Since then research on bullying in schools has become a more truly international endeavour. This has been marked by more academic interchange and by the involvement of international organisations. This book stems from collaboration amongst the three editors. Smith and Kwak jointly held a grant under the PMI2/British Council initiative (2008–2009), which allowed their research teams to meet and share knowledge of bullying work in the United Kingdom and the corresponding wang-ta in South Korea. Smith and Kwak also co-supervised the doctoral thesis of Hyojin Koo at Goldsmiths, on the topic of South Korean bullying. Smith and Toda participated in a workshop in Kobe, Japan in 2003 which Smith helped organise, and Smith and Morita jointly supervised the doctoral thesis of Tomoyuki Kanetsuna at Goldsmiths, which systematically compared bullying and ijime. All three editors had a role in the doctoral thesis of Alana James on peer support systems in England, South Korea and Japan. These prior endeavours feature in this book.

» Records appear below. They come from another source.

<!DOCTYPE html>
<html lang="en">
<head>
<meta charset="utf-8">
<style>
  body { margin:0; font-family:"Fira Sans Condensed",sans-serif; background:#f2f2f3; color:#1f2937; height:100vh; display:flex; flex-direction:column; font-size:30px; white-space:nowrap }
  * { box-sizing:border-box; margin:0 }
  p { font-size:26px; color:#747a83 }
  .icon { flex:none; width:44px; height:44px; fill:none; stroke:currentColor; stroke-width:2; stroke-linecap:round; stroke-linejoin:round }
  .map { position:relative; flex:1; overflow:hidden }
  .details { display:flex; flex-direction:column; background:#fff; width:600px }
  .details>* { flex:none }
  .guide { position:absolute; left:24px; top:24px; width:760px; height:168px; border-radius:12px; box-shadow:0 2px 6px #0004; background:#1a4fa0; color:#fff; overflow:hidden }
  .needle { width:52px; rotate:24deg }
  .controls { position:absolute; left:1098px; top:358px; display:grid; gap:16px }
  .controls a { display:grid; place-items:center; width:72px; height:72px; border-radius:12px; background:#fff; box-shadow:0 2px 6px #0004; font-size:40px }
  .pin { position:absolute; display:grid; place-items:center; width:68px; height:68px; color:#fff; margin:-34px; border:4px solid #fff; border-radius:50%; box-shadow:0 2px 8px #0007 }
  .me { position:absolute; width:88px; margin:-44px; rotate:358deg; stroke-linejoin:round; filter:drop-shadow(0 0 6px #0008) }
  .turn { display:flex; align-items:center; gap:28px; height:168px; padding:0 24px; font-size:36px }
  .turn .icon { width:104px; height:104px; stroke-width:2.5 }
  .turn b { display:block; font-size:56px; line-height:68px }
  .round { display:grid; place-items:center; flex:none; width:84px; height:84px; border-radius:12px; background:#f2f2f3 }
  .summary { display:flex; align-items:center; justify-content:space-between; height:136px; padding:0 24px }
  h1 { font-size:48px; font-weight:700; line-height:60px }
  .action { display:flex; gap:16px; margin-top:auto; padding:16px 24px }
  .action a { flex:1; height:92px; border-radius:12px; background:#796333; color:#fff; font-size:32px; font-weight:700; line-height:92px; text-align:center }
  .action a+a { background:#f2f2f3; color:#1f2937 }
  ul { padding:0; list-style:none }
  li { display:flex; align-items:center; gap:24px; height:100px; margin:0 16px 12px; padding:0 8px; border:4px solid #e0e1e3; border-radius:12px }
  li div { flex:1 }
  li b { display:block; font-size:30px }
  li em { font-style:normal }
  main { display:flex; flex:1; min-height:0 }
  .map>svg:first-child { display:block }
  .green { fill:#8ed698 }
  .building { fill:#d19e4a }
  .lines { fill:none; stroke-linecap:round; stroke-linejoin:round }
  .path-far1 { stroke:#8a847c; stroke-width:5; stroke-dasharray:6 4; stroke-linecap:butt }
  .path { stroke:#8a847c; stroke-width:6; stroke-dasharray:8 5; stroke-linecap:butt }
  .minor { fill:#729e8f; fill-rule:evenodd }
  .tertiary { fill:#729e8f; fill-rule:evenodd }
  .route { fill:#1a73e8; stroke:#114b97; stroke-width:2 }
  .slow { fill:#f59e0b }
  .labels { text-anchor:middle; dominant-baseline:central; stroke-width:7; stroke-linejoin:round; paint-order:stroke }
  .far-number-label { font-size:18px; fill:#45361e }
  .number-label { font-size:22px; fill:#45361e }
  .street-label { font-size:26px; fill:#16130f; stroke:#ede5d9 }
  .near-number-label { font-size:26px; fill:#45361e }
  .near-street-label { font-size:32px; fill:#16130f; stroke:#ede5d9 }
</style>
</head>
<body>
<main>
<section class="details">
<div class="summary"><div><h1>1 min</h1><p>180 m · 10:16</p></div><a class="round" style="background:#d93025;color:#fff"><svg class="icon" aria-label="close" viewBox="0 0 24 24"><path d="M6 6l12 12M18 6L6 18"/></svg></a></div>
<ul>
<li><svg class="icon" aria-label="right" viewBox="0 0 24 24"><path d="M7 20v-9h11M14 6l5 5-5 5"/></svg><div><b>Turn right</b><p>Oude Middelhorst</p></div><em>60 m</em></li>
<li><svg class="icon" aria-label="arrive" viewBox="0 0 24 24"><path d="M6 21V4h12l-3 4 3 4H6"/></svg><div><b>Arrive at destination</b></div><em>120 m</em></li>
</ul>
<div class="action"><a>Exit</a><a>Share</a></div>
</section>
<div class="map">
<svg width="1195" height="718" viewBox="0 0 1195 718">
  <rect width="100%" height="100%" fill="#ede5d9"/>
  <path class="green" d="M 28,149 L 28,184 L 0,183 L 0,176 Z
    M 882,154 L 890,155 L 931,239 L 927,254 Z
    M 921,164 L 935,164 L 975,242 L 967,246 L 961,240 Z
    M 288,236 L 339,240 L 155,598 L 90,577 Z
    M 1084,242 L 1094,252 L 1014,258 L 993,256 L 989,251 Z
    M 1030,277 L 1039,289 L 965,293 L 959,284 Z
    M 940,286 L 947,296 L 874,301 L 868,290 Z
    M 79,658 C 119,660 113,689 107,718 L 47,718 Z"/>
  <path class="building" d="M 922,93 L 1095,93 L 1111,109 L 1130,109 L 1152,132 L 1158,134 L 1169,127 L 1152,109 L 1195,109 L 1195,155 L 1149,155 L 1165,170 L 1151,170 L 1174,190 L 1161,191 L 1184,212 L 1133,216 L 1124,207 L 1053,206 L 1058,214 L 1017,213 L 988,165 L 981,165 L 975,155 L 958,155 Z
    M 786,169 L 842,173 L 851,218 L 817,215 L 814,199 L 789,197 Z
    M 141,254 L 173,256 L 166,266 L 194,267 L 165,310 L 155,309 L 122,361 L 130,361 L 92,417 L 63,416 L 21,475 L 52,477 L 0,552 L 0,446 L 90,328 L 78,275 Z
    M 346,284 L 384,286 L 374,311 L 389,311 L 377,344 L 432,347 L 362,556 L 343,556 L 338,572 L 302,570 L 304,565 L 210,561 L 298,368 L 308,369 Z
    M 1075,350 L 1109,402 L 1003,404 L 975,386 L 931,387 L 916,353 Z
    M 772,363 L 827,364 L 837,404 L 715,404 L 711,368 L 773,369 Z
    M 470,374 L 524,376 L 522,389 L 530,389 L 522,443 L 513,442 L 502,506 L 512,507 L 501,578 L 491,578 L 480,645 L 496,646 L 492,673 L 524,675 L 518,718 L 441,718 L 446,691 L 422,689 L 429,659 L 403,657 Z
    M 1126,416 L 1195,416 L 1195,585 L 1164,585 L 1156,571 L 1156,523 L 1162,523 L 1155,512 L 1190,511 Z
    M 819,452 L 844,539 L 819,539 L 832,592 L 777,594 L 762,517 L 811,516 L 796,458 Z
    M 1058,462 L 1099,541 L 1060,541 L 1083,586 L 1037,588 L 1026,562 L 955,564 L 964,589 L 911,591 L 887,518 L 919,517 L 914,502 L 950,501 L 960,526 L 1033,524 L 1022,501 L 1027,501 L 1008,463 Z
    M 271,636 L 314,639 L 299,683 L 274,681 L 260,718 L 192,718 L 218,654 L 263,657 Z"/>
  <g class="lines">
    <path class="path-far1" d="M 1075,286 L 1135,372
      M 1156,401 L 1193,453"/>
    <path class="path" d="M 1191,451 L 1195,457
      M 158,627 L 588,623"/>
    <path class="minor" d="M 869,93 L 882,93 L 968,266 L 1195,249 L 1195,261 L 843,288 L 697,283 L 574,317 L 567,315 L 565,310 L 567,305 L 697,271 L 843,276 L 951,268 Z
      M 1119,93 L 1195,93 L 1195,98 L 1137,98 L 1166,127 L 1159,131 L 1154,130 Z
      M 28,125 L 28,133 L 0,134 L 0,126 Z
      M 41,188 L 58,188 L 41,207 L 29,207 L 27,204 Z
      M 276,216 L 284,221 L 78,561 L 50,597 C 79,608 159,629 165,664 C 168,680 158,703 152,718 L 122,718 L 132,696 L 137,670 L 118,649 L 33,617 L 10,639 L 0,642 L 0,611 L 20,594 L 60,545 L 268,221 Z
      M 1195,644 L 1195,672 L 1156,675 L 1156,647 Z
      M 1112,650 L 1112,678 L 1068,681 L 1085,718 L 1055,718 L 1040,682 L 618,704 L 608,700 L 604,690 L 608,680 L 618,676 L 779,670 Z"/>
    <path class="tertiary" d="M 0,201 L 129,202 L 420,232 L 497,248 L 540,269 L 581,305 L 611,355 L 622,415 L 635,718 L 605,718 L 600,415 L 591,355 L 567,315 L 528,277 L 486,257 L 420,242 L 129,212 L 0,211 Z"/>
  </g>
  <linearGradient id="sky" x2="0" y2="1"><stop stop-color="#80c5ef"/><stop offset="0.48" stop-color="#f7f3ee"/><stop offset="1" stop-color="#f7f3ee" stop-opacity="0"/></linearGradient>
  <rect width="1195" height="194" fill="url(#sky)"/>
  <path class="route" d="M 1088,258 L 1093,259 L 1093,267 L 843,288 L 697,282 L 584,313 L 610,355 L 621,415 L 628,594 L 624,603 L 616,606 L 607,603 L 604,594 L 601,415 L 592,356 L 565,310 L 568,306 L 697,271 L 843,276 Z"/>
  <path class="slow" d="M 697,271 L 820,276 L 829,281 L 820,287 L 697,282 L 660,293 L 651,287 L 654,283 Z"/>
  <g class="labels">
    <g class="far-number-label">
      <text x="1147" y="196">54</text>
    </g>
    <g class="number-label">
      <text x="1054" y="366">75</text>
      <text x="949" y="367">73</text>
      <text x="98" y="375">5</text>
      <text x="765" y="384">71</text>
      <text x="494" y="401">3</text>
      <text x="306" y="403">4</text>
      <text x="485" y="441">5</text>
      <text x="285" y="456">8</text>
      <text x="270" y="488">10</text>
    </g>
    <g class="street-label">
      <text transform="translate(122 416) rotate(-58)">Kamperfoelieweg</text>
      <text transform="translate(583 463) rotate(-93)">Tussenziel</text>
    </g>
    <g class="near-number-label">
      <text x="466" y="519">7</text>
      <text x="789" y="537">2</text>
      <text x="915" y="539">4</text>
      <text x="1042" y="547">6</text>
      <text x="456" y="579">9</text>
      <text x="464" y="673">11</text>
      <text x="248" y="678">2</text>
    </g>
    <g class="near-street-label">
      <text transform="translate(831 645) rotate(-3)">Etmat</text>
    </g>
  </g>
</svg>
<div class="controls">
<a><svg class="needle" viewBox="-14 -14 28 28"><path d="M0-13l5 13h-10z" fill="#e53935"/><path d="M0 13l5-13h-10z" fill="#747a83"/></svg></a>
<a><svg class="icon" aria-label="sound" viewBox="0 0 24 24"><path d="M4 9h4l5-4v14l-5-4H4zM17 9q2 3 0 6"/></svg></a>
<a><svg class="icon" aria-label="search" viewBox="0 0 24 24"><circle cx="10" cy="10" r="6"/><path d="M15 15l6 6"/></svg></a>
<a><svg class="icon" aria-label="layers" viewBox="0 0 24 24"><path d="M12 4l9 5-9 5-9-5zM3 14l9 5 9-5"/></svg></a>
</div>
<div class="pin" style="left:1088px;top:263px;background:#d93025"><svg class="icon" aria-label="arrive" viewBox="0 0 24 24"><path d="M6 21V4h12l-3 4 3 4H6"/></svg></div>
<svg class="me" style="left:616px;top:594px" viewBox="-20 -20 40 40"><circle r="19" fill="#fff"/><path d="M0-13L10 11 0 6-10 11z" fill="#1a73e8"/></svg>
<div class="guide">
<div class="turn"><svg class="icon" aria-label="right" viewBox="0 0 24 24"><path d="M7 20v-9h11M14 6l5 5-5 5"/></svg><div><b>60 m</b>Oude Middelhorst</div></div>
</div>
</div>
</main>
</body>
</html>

The greater international dimension of school bullying raises opportunities and challenges. The eastern and western traditions have different origins; so are we talking about the same phenomena? How similar or different are ijime, wang-ta and bullying? Is there a danger of western ethnocentrism in assuming a general similarity and not respecting differences? Also, what about China? Early research in China used western models (e.g. the Olweus questionnaire), but how appropriate are western research tools for measuring a quite different cultural reality? Even the pioneering cross-national study organised by Morita (Reference Morita, Smith, Junger-Tas, Olweus, Catalano and Slee1999) is open to this same concern.
This rush for commonality and disregard of differences was probably expectable and even perhaps necessary at the beginnings of international cooperation, but a decade or so later we need to (and are able to) step back and look more objectively at how different cultural and religious/philosophical traditions, recent history and the nature of school systems in different countries, can profoundly influence the nature of what may loosely be called ‘bullying’ phenomena. A recognition of diversity and difference may in fact help us to learn more effectively from each other, especially about practical measures to reduce ‘bullying’. We can learn from each other’s experiences, but not in simplistic ways; we need to more fully recognise cultural diversity than was done in the past. The rationale of this book is thus to explicitly confront and discuss such diversity.
The book is organised in four parts. Part I consists of chapters outlining the traditions of research on school bullying in major countries or blocks of countries: Europe, North America, Australasia, Japan, South Korea, mainland China and Hong Kong. In Part II we have examples of three studies where direct east/west comparisons are possible, using the same instruments or methodology. In Part III, four chapters discuss various issues involved in making cross-country comparisons – measurement issues, the nature of educational systems, societal values and characteristics and linguistic terms used. Part IV has contributions on the practical measures taken to combat school bullying in western countries, Japan, South Korea, mainland China and Hong Kong. A concluding editorial chapter reflects on what we have learnt on similarities and differences between bullying in eastern and western cultures, how we can explain these and their relevance for future research and practical action.